[Collected data entries]

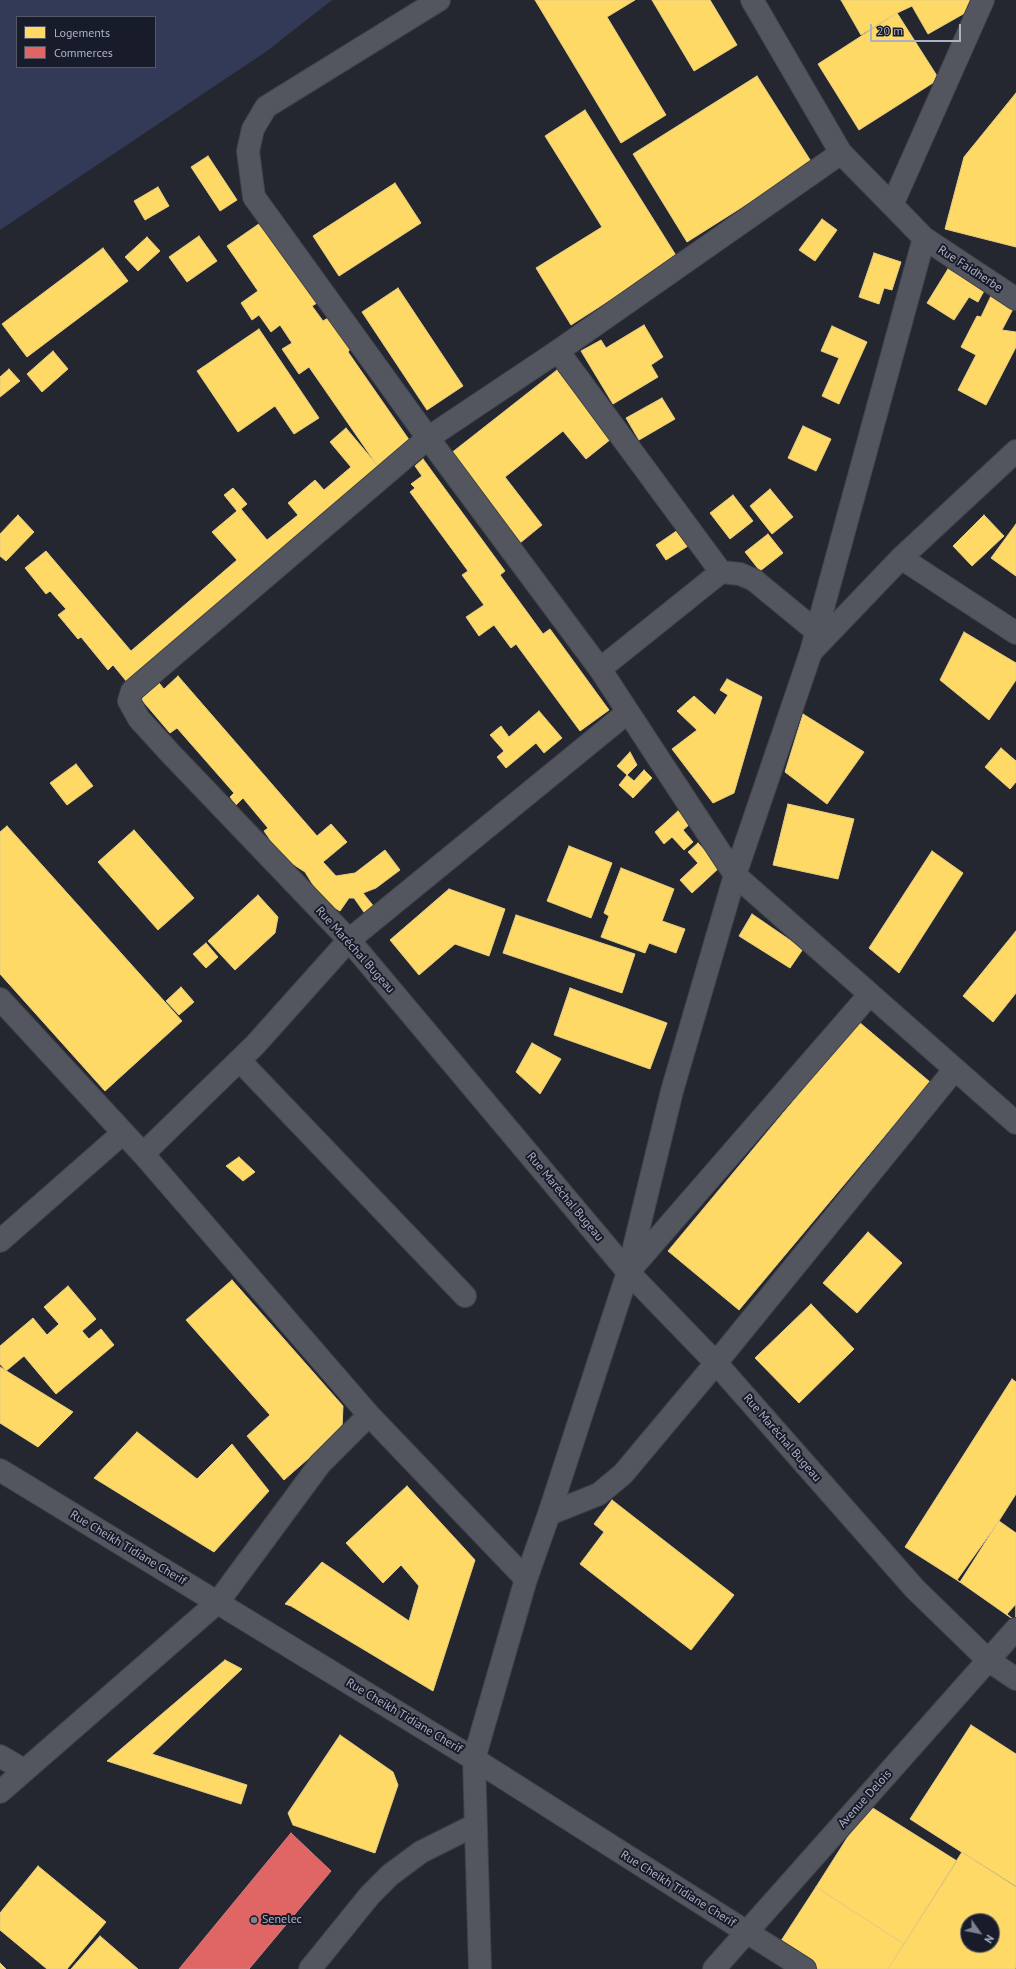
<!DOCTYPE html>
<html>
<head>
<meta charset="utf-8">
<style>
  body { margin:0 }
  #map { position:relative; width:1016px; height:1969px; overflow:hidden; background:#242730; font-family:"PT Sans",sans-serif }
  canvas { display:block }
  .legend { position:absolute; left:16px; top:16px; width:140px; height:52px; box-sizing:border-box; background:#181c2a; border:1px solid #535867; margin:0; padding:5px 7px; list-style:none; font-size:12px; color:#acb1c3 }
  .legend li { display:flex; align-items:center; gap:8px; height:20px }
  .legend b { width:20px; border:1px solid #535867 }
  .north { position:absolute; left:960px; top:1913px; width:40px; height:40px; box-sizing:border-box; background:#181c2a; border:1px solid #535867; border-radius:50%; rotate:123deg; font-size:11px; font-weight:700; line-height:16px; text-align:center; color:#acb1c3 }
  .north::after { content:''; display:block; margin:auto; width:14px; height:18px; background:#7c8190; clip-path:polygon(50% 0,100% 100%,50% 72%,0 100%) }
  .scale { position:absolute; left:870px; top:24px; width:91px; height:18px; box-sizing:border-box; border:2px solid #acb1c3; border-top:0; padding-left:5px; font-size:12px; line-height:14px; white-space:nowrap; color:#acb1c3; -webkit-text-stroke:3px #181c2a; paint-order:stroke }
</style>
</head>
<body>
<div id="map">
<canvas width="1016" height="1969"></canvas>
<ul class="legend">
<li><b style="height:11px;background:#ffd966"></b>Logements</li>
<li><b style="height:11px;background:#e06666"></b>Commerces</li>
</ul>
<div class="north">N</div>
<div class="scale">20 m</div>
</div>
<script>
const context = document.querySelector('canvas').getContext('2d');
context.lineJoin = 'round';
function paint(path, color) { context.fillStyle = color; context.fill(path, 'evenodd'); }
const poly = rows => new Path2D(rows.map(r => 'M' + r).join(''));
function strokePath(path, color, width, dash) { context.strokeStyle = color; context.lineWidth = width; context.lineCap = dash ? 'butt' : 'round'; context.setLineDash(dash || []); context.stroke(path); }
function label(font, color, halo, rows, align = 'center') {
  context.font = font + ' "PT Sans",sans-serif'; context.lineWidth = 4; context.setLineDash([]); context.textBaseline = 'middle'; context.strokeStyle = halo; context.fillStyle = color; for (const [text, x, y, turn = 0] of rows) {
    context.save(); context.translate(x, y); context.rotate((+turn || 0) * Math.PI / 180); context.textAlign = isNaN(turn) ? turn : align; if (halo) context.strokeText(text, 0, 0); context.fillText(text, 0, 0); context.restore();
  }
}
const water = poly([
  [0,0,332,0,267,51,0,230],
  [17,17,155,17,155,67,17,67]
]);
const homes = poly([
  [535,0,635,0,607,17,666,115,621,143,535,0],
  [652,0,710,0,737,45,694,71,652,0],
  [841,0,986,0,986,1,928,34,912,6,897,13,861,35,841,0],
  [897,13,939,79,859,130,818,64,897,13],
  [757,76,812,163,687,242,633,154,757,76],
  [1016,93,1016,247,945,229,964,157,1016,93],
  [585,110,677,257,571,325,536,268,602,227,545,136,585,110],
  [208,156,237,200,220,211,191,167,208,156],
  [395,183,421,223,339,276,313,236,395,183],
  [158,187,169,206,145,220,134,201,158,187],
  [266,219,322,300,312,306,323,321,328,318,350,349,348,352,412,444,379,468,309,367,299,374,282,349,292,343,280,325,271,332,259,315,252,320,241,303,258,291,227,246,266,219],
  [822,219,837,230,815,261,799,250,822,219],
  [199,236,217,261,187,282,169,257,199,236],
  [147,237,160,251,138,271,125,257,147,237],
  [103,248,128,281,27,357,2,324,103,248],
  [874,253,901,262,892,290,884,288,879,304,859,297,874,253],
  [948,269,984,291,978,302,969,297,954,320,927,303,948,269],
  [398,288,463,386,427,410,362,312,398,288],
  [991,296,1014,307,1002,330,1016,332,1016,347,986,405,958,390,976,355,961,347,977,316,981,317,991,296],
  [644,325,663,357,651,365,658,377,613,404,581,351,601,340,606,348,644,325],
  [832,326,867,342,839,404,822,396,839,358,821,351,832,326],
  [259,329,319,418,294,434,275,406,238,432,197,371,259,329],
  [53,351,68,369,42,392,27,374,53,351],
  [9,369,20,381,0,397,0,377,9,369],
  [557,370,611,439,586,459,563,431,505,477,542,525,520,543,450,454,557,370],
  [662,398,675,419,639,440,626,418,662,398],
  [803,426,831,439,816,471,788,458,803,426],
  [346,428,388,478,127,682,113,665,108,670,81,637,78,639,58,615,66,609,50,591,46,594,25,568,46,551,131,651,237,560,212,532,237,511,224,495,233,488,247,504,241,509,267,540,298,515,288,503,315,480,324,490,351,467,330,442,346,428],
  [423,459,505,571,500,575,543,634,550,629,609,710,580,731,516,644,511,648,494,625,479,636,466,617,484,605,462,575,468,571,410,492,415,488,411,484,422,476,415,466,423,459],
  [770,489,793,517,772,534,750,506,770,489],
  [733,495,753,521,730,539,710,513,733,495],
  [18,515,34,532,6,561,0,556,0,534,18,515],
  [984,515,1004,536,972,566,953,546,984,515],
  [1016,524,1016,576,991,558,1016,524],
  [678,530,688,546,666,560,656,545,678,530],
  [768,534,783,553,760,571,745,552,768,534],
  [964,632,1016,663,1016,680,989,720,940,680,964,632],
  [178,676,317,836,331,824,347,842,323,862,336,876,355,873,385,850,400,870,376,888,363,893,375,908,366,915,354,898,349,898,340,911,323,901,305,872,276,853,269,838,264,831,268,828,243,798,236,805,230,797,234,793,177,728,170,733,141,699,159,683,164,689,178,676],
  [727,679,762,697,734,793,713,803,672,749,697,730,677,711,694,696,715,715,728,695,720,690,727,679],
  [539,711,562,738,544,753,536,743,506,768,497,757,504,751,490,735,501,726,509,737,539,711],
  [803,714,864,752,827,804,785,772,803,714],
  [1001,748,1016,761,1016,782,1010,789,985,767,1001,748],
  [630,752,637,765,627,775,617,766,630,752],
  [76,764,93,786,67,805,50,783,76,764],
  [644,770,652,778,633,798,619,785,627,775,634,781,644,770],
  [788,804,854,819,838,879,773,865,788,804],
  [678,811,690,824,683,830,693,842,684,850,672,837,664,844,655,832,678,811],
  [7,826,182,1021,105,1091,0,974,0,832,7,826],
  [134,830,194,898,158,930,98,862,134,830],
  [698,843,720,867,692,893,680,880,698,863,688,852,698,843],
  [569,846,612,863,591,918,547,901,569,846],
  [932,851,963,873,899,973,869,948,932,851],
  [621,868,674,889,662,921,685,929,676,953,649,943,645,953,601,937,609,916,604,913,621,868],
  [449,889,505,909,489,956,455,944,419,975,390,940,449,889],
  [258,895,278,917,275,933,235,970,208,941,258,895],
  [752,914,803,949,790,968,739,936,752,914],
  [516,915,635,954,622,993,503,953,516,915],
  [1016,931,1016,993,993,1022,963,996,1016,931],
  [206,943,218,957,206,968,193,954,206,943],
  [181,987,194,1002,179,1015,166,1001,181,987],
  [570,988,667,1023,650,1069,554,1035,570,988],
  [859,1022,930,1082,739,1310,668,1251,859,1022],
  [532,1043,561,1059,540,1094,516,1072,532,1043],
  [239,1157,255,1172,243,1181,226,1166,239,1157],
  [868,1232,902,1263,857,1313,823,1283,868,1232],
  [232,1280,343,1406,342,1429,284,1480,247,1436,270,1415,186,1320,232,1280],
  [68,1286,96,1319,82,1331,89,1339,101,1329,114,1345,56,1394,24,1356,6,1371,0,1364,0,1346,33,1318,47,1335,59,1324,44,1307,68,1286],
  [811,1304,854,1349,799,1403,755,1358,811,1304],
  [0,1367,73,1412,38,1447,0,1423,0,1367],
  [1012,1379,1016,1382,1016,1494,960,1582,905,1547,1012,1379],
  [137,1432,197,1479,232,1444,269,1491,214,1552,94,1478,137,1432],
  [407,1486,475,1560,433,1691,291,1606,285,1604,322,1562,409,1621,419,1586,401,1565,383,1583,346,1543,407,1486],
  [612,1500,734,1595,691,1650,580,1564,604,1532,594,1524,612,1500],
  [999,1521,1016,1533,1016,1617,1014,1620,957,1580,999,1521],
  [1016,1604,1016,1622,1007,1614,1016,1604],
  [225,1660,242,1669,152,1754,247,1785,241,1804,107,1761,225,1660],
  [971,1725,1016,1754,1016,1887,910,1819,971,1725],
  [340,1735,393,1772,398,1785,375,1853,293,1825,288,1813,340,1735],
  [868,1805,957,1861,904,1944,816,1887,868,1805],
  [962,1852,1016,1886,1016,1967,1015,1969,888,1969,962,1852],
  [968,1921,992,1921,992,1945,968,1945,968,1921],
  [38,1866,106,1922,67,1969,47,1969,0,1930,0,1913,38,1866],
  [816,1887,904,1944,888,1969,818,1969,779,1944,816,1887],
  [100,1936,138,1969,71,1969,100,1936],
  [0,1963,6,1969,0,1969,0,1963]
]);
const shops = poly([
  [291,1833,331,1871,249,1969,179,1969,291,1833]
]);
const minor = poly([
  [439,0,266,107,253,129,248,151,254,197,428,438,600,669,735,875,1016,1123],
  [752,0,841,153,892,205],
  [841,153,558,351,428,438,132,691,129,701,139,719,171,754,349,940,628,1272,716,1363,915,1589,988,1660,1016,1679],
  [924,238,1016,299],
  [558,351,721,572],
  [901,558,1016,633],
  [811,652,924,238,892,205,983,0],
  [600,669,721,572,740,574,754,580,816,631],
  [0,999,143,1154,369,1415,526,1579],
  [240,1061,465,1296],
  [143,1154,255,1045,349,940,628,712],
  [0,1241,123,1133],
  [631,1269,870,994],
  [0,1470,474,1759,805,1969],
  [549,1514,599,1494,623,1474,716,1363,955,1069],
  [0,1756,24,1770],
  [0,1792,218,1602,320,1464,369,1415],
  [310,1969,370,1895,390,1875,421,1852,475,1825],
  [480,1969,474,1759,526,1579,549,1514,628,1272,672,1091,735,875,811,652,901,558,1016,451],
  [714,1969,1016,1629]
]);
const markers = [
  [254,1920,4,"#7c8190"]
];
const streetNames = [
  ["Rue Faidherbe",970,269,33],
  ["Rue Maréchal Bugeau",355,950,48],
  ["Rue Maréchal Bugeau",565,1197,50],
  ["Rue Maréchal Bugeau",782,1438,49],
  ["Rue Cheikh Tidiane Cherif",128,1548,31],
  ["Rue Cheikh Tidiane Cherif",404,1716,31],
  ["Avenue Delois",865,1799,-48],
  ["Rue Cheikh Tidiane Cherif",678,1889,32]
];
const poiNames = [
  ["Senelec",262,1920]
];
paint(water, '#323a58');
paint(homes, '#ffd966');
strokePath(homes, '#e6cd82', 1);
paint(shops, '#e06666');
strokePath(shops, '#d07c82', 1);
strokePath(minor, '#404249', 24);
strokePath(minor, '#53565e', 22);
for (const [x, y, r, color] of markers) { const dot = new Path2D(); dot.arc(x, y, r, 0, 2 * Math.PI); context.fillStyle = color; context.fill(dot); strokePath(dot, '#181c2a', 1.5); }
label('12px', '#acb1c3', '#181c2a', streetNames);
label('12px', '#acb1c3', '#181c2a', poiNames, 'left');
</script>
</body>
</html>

--

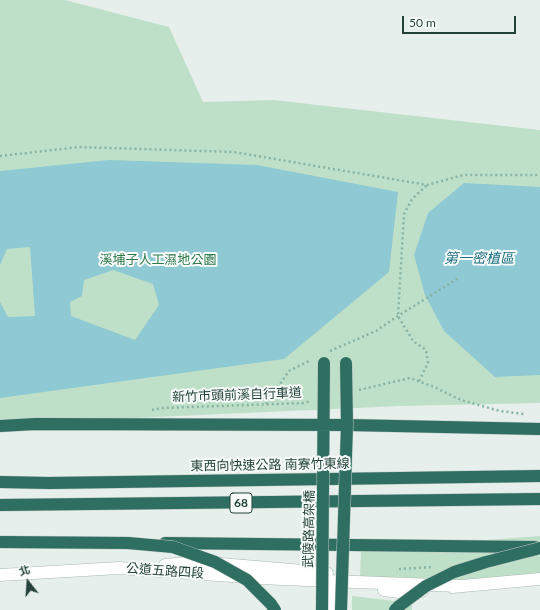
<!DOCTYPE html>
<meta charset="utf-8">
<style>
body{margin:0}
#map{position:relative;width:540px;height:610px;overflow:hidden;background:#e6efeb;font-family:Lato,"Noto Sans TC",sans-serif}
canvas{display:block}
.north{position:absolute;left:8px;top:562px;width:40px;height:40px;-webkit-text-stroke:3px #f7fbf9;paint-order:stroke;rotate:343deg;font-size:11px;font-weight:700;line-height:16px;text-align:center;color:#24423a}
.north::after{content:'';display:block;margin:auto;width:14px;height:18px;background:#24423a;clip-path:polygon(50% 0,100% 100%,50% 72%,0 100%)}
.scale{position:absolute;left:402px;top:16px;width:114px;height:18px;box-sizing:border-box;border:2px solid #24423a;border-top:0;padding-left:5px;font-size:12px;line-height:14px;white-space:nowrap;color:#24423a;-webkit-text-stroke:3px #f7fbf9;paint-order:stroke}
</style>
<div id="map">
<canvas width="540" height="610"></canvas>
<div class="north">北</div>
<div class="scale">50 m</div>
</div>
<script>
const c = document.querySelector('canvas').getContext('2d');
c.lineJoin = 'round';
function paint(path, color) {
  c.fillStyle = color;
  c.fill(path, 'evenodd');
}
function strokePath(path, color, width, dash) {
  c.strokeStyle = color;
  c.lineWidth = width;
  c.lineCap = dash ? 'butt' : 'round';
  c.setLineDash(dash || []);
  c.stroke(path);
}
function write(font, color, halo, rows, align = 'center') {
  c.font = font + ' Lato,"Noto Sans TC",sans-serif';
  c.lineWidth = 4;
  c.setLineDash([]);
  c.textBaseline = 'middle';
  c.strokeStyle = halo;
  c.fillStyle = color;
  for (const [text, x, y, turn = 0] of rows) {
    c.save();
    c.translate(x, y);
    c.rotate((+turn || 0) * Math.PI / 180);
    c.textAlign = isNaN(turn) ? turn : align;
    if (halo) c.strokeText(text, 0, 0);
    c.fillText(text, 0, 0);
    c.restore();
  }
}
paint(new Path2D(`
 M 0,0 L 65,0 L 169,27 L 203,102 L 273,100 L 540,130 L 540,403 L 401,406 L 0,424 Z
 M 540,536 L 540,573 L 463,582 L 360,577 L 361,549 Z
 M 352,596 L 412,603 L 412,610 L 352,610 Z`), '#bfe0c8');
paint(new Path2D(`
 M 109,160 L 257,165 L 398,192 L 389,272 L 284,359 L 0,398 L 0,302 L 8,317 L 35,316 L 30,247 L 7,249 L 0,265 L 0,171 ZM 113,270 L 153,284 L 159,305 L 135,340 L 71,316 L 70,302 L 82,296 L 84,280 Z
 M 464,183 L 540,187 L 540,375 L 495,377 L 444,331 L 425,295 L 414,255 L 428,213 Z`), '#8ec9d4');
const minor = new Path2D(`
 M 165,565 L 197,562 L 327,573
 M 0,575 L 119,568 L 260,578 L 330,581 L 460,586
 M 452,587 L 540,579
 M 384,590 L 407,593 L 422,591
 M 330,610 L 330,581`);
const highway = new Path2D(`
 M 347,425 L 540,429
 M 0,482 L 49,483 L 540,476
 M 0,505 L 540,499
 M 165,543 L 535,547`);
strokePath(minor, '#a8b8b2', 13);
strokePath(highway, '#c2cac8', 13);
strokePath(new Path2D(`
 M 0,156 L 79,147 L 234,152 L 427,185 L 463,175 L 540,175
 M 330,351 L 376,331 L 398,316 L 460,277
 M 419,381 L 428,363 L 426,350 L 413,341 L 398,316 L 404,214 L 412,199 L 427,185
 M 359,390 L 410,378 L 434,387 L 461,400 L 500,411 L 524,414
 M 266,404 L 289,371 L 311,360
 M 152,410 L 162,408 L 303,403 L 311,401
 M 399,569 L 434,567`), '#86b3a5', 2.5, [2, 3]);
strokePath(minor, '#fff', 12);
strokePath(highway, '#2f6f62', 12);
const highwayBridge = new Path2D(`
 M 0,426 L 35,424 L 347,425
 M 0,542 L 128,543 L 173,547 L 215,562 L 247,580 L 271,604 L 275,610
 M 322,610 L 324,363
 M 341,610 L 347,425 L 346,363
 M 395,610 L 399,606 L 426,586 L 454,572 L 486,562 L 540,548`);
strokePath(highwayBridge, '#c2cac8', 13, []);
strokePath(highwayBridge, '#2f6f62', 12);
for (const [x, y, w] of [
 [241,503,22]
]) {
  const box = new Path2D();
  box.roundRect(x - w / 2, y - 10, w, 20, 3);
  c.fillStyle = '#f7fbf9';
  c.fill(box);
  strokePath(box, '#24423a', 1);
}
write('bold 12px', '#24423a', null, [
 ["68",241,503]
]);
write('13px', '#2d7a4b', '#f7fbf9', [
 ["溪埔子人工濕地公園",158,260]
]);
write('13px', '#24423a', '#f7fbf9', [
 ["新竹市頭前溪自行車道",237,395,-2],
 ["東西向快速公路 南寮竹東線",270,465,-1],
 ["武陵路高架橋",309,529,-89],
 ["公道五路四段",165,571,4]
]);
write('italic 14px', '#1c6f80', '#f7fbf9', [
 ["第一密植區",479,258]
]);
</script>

#### PROBLEM DESCRIPTION:
Identify every line above that includes the word "save", and show those lines.

#### WRITTEN REPLY:
    context.save(); context.translate(x, y); context.rotate((+turn || 0) * Math.PI / 180); context.textAlign = isNaN(turn) ? turn : align; if (halo) context.strokeText(text, 0, 0); context.fillText(text, 0, 0); context.restore();
    c.save();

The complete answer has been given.